Our sole draw today was Thunderhawk, a SLC relocated from the now defunct Geauga Lake. As such rides go this one was actually running pretty well, and while neither of us wanted a second lap it was far from the worst of the genre. From there we wandered across towards Shivering Timbers, but a lengthy queue coupled with an untimely rainstorm made us decide to give it a miss. We'd always intended this mornings visit as a hit-and-run, though a stay of just twenty minutes represents a new record for us in a large corporate park!
4th June 2010
There are a number of small coasters at various FECs in the greater Chicago area, most of which are absolutely tiny and thus not worth the effort. The only one that does justify a trip is Tiger Terror (#1515), a surprisingly lively family coaster built by Wisdom Rides, albeit without any of the usual violence that is prevalent on many of Wisdom's other creations. Passengers are treated to three laps of the course, the first two speed restricted courtesy of a tire drive that acts as a poor man's trim brake. For the third lap this restriction is reduced, and the result is remarkably thrilling. The ride has also been spruced up with some colourful theming which makes it well worth while. Coaster enthusiasts on the way to or from Chicago O'Hare Airport would do well to make a visit.
Castles n' Coasters
4th June 2010
Our trip itinerary this year had an unintended spare day in it, mainly due to various parks on the eastern coast not opening in the first week of June. We elected to use this to travel to the only major park in the entire country that we'd yet to visit. Castles n' Coasters is quite a long way from any other theme parks in the United States, making it quite a challenge to fit into an enthusiast itinerary without resorting to air travel. We managed to acquire cheap flights courtesy of Southwest, making the trip at least somewhat sensible.
The park is located in a slightly unsavoury area of Phoenix, and has recently instituted an entrance fee on evenings and weekends, presumably in the hope of preventing trouble. For whatever reason this was not being implemented tonight, allowing us to walk straight through to the ride area. Once inside, we acquired unlimited ride passes (individual tickets are not available) and headed for the coasters.
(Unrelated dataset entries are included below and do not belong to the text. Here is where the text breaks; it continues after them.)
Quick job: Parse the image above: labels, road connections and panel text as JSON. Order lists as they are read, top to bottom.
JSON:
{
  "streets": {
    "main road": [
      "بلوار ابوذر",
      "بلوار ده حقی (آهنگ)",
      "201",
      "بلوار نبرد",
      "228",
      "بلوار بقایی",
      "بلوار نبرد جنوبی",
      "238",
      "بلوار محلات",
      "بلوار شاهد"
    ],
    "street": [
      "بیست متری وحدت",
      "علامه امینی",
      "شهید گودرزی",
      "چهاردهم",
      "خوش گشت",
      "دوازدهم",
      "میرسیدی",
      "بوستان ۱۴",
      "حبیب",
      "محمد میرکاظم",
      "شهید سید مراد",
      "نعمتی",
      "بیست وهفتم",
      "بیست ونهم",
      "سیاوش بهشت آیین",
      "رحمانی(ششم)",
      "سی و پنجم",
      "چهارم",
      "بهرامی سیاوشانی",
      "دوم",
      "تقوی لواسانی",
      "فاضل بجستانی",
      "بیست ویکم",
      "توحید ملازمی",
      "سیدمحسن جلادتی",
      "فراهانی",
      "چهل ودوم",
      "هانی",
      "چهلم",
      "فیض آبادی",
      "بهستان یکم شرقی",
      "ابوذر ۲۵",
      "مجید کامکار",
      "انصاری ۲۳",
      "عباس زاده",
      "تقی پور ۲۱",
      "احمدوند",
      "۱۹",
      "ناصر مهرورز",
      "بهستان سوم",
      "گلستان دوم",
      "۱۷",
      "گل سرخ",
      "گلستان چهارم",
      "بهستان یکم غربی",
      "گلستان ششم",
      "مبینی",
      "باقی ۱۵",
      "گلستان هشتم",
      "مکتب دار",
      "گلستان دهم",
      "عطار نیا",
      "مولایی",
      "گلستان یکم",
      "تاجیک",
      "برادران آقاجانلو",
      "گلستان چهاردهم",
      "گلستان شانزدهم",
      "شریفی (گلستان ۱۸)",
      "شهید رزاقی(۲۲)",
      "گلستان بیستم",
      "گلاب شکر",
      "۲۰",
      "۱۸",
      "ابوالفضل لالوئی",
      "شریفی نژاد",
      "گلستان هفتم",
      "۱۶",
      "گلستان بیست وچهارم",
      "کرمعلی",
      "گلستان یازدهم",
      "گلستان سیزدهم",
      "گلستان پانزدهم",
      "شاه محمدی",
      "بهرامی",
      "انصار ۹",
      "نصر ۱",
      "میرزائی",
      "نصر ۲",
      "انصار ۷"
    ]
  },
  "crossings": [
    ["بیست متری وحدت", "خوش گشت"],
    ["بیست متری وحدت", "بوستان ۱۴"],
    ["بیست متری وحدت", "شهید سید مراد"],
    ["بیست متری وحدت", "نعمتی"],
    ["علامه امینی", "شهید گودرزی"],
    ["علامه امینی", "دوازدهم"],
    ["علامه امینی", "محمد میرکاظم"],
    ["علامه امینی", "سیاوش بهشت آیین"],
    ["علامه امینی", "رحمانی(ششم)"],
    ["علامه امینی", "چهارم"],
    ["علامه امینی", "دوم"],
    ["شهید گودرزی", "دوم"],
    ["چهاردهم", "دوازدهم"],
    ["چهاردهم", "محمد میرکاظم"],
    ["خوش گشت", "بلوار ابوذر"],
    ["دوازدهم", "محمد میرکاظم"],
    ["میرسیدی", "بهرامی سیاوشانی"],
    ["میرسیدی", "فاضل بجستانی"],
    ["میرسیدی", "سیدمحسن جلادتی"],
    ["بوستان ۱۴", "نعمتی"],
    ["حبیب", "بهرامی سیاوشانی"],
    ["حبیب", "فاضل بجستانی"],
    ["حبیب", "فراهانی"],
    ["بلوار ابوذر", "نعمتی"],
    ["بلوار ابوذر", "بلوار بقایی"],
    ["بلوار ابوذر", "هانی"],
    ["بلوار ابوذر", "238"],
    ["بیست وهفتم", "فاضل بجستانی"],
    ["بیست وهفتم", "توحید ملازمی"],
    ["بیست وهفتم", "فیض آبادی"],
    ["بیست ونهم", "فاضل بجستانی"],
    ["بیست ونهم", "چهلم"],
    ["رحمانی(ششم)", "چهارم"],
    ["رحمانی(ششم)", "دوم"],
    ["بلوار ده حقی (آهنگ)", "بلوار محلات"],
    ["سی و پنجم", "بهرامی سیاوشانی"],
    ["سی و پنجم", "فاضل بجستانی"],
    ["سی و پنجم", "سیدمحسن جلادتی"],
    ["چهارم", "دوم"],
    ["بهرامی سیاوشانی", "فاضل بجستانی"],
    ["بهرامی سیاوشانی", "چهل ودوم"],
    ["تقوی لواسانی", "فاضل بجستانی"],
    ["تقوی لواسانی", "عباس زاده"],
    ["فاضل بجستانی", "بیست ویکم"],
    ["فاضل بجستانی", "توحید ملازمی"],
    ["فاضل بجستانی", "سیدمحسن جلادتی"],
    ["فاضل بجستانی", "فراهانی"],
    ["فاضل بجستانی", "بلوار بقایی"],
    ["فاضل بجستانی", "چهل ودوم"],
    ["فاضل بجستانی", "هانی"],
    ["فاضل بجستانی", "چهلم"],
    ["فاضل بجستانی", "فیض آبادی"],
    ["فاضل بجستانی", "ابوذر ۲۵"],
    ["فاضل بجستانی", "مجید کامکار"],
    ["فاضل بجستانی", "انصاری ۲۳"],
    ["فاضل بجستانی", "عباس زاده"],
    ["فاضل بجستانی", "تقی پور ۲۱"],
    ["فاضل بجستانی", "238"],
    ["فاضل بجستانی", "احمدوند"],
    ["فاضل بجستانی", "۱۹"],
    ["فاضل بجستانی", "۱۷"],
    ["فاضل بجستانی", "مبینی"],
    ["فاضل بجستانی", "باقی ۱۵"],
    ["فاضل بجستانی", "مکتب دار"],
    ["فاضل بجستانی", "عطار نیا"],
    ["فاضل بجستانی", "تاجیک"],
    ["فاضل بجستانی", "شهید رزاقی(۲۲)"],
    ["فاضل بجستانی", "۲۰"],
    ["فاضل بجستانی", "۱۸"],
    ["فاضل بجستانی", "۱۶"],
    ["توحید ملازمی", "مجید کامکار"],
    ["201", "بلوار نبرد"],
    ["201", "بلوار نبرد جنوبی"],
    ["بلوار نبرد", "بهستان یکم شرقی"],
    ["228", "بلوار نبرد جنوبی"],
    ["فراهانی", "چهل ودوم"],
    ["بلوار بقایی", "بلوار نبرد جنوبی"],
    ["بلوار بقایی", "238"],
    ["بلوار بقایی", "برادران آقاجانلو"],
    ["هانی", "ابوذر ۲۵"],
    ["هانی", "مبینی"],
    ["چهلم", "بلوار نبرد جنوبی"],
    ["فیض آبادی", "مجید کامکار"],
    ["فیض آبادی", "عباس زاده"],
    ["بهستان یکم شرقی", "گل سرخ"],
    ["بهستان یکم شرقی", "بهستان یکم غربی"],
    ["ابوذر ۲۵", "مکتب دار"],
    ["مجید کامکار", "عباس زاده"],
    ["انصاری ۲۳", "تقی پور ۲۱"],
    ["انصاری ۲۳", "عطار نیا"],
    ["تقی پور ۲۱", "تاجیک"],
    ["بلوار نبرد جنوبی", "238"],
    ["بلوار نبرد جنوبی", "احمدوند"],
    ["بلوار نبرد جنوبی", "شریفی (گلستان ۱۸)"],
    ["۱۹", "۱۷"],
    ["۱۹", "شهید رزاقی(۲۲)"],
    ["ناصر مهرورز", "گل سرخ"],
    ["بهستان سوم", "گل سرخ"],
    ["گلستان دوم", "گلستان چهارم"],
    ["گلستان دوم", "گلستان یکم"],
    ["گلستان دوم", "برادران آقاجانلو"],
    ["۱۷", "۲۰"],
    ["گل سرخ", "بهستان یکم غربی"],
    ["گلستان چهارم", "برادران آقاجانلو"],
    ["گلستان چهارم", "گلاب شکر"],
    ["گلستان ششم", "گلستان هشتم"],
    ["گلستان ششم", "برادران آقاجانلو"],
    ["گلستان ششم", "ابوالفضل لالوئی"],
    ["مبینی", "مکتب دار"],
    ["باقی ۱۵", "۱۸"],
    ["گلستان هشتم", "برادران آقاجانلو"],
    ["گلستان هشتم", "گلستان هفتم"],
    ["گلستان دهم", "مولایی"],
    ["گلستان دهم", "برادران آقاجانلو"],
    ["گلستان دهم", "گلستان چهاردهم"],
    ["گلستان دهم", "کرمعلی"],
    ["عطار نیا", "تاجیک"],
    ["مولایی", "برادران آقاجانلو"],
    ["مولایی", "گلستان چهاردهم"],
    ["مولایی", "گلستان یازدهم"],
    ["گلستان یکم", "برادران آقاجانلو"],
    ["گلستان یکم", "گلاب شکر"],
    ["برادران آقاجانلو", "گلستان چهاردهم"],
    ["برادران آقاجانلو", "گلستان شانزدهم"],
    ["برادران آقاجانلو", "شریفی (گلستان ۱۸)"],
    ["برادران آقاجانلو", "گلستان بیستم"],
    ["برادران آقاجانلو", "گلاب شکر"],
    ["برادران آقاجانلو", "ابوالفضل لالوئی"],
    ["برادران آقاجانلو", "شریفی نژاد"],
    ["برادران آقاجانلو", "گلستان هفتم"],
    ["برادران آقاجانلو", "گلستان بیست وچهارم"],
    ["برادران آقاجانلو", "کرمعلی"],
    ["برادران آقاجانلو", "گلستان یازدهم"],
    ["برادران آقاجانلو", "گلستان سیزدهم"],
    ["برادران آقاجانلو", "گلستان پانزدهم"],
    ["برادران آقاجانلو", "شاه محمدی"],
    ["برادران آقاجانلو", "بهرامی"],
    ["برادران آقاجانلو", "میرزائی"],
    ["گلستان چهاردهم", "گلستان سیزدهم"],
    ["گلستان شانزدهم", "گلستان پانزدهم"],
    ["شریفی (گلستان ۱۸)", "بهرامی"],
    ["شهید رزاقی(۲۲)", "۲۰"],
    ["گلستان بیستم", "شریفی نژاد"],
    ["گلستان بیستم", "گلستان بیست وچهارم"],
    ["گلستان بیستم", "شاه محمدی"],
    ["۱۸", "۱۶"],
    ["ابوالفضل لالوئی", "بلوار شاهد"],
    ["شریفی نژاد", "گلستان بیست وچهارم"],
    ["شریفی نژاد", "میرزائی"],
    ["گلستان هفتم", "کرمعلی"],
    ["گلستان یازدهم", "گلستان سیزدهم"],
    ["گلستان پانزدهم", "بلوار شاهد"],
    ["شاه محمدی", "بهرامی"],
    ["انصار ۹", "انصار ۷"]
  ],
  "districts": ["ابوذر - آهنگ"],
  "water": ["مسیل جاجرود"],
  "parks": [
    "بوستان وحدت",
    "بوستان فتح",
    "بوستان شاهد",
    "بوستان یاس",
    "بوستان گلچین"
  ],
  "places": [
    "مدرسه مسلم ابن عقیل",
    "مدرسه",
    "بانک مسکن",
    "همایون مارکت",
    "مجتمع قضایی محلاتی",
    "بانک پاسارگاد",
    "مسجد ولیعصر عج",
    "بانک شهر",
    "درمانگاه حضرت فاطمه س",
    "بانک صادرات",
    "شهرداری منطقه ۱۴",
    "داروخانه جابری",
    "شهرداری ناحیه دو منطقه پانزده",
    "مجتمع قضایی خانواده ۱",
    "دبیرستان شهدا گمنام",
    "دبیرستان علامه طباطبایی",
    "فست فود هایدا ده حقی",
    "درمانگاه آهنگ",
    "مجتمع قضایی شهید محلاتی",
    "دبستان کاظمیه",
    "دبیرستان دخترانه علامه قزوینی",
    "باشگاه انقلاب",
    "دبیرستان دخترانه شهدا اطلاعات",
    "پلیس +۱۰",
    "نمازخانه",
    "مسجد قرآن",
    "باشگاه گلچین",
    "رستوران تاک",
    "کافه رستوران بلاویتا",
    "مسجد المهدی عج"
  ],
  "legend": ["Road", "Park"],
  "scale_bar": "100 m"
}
Desert Storm (#1516) is a substantial ride with two inversions that towers over most of the facility. Though the inversions look like loops the second is rather unusual, with a direction change towards the bottom that makes it feel more like a corkscrew. Even after multiple rides I'm not sure whether this is something I like or not, but it's certainly a unique element. The tracking is fairly smooth too considering the ride is almost twenty years old. Overall it is a worthwhile coaster, and something every enthusiast will enjoy. The smaller Patriot (#1517) feels like a Hopkins remake of the large size roller skater design, and like its neighbour it's a good ride. The course includes a couple of crossovers with very tight clearances, so tall people might want to duck!